Last year, Nevada’s casinos generated $26.2 billion in revenue, beating the previous record of $25 billion set in 2007 just before the Great Recession caused a downtrend in the industry. Furthermore, gambling revenues accounted for just 42.4% of their total business, down from last year’s figure of 42.6%, and commenting upon the development, Michael Lawton, Senior research analyst with the Tax and License Division of the Gaming Control Board, stated:

“Nevada has put the recession behind it largely thanks to non-gaming spending on rooms, food and drinks, and other attractions. Gaming did not have a bad year. In fact, it had a good year and a nice increase, but definitely not record levels like non-gaming spending.”

2017 a Record Year

Last year’s results were recorded in a report produced by the Nevada Gaming Control Board (NGCB) called the ‘Abstract Report’, which contains financial data on those state casinos generating more than $1 million in annual gaming revenue.  In 2017, there were 272 such casinos, with 161 of them located within Clark County, which includes Las Vegas. Furthermore, there were 62 casinos which managed to gross more than $12 million each, with these public company owned businesses accounting for 72.5% of the whole industry.

$11.1BN from Gambling

In terms of gambling alone, the state’s casinos generated a collective $11.1 billion, which means that revenues have increased for six out of of the last seven years, although it still remains 11% lower than the level recorded in 2007. From that tally, $852.2 million was then collected by way of taxes and license fees, up by 7.7% versus 2016.

Casinos situated on the Las Vegas Strip produced revenues of $17.8 billion, up 3.9% year-on-year, of which $814 million represented profit, marking a huge 191.4% improvement compared to the previous year.
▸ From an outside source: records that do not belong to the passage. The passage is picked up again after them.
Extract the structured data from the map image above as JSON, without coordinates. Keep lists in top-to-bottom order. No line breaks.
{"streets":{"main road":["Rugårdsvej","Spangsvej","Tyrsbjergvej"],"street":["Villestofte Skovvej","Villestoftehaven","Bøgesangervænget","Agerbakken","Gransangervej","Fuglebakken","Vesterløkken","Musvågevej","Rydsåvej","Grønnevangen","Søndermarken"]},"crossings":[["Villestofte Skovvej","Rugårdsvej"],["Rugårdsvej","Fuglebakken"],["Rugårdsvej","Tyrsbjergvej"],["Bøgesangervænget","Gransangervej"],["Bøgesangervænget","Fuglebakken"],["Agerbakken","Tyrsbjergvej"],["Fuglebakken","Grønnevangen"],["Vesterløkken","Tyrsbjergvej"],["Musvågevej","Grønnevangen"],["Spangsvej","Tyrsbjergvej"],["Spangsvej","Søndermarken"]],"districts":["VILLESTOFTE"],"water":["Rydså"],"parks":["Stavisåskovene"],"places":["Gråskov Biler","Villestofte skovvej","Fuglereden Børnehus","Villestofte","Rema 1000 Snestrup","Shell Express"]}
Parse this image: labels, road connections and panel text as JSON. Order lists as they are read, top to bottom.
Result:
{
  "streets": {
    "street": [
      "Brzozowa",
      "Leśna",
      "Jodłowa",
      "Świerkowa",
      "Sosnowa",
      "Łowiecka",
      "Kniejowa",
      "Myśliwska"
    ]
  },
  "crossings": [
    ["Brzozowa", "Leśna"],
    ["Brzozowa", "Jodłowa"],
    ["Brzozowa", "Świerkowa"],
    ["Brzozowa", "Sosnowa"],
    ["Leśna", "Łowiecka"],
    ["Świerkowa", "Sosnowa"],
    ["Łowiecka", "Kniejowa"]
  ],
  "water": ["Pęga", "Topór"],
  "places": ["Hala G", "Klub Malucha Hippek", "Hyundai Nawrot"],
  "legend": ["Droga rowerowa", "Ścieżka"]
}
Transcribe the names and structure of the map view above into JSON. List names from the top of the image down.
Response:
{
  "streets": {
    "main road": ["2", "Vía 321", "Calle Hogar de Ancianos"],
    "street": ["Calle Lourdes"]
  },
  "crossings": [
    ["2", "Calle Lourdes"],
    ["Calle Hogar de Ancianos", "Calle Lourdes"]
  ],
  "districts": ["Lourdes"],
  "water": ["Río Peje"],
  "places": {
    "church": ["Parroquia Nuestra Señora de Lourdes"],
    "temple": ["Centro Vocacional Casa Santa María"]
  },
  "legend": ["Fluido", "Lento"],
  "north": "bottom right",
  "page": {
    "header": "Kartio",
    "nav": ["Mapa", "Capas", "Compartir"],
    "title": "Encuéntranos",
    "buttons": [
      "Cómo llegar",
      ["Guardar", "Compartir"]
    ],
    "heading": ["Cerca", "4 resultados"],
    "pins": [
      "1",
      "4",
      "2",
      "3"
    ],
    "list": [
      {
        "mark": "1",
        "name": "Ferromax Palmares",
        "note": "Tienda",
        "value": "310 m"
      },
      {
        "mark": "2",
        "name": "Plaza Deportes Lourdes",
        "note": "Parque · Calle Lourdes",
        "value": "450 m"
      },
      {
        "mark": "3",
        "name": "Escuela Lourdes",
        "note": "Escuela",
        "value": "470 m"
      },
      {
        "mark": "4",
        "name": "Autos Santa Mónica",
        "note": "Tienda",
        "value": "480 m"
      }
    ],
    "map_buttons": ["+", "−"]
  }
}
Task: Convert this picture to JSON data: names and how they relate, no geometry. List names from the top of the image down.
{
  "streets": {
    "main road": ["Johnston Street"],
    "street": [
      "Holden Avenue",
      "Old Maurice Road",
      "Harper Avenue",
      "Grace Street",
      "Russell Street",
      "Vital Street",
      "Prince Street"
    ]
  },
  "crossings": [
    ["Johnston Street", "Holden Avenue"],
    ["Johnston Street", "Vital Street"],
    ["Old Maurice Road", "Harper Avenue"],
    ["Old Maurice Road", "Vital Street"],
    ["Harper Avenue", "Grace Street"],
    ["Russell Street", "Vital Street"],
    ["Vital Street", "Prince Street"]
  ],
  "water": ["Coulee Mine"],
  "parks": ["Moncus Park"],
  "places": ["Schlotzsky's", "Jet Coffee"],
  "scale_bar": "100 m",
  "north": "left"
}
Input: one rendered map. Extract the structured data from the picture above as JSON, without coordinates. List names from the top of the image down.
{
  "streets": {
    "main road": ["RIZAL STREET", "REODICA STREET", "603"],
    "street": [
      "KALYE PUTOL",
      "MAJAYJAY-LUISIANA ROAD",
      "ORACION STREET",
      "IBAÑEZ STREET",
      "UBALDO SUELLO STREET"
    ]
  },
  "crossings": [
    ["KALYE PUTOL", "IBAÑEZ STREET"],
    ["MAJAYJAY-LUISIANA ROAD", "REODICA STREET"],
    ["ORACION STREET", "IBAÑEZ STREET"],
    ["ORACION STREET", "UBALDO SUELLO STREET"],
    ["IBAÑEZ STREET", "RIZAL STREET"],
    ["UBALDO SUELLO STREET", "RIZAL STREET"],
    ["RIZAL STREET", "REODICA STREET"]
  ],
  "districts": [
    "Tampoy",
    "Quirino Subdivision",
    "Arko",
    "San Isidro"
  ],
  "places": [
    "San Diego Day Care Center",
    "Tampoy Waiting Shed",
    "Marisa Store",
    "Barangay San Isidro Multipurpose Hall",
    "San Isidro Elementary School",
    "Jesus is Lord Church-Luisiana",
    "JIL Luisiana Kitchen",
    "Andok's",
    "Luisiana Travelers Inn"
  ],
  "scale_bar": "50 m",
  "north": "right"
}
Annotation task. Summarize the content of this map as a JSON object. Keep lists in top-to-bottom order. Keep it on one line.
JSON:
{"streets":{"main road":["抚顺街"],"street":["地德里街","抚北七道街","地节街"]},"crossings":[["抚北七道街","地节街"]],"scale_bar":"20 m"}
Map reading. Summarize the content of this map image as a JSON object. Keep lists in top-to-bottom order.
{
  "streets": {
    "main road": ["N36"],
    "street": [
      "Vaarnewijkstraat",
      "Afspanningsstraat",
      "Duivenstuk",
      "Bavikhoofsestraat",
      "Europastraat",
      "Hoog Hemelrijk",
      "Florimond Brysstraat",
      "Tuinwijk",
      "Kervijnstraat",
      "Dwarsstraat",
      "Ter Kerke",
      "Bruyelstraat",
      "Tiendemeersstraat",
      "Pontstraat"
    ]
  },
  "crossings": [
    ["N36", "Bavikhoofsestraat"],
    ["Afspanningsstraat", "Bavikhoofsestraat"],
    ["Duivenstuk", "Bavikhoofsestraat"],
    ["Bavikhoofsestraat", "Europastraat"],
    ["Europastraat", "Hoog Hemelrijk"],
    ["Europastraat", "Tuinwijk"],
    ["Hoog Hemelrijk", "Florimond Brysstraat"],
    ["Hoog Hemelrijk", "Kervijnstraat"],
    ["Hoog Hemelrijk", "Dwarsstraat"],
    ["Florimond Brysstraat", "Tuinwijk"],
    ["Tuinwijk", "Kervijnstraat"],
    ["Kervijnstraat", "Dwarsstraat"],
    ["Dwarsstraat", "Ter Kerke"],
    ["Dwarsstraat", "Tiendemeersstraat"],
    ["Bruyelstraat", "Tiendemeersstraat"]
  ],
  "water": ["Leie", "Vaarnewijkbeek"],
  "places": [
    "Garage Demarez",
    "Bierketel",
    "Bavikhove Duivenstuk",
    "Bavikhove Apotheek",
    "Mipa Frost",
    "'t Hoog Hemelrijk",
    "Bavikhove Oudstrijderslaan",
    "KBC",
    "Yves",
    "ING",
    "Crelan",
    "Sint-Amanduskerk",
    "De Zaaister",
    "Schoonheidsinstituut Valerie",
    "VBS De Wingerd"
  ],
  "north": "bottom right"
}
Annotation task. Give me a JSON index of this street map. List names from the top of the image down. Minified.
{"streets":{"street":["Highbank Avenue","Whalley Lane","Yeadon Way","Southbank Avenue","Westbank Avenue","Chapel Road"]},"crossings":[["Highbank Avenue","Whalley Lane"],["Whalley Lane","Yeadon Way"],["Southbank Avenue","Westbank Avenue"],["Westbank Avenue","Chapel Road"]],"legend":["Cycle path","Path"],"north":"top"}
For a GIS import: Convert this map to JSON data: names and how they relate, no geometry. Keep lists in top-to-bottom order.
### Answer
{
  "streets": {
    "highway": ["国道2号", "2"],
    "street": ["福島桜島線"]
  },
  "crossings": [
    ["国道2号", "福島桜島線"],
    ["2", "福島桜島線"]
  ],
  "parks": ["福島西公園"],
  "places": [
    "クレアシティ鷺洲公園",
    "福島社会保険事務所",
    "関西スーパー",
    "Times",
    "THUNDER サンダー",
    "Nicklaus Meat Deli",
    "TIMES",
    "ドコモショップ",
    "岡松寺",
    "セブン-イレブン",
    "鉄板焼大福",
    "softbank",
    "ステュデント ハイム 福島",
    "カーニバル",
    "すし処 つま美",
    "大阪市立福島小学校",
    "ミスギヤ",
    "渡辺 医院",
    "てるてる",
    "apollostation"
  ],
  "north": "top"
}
As a result, gambling currently commands a 34% share of the Strip’s overall revenue, representing its lowest percentage ever.

Breaking the figures down further, slots accounted for 63.4% of all gambling revenues across the whole of Clark County, followed by table games (32.6%), sportsbooks (2.1%), and poker (0.5%).

Non-Gaming Revenues

Back in 1984, Nevada’s gambling revenues accounted for a 61.9% share of all its casino business. The Silver State has pioneered the way in terms of presenting a well rounded tourist attraction for its visitors, though, and in 2017 its non-gambling products accounted for 57.6% of the $26.2 billion in revenues collected.

Furthermore, the products included within this segment all hit record highs last year, including hotel room revenue up by 23.6% to $6.16 billion, food sales up 14.9% to $3.89 billion, beverages up by 6.9% to $1.8 billion, and “other” category up 12.2% to $3.2 billion. Commenting upon the impressive numbers, Lawton explained:

“What that means is that rooms, food, beverage and other, accounted for 57.6 percent of total revenue, which is the highest combined share ever recorded in the abstract.. [Fiscal year 2004] was the last time gaming accounted for greater than 50 percent of the statewide total.”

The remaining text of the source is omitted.